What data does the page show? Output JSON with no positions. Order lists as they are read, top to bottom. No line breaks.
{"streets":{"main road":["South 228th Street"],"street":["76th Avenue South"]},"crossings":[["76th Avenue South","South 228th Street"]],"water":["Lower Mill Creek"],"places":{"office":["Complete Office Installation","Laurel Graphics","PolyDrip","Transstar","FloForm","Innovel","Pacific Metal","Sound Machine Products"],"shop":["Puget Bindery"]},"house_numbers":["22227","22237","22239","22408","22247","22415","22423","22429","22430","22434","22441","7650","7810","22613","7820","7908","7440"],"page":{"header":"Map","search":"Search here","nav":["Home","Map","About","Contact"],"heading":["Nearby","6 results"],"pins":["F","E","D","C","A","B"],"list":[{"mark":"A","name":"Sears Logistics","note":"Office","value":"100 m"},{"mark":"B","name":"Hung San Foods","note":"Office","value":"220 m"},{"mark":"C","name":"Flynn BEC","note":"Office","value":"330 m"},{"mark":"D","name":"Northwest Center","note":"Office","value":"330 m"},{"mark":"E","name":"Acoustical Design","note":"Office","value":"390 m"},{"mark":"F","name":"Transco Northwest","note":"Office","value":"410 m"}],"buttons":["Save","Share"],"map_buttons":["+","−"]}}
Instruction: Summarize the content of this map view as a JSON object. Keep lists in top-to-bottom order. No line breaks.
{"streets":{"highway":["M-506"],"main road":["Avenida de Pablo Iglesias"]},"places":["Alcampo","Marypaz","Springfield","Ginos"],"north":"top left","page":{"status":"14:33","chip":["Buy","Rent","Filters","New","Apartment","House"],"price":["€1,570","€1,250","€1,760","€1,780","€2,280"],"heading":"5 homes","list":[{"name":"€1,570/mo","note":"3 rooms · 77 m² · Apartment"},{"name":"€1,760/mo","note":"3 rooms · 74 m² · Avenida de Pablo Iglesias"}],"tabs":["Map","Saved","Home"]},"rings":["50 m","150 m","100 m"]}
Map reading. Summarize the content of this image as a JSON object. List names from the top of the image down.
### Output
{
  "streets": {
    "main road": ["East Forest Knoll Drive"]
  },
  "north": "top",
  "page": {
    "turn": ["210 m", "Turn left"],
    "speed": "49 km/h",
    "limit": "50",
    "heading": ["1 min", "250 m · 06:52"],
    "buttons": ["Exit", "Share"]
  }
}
..............................
DESCRIPTION OF THE TASK:
Print, exactly and only, the lines running from the one with "Map reading. Summarize" to the end of the data above.

ANSWER TO THE PROBLEM:
Map reading. Summarize the content of this image as a JSON object. List names from the top of the image down.
### Output
{
  "streets": {
    "main road": ["East Forest Knoll Drive"]
  },
  "north": "top",
  "page": {
    "turn": ["210 m", "Turn left"],
    "speed": "49 km/h",
    "limit": "50",
    "heading": ["1 min", "250 m · 06:52"],
    "buttons": ["Exit", "Share"]
  }
}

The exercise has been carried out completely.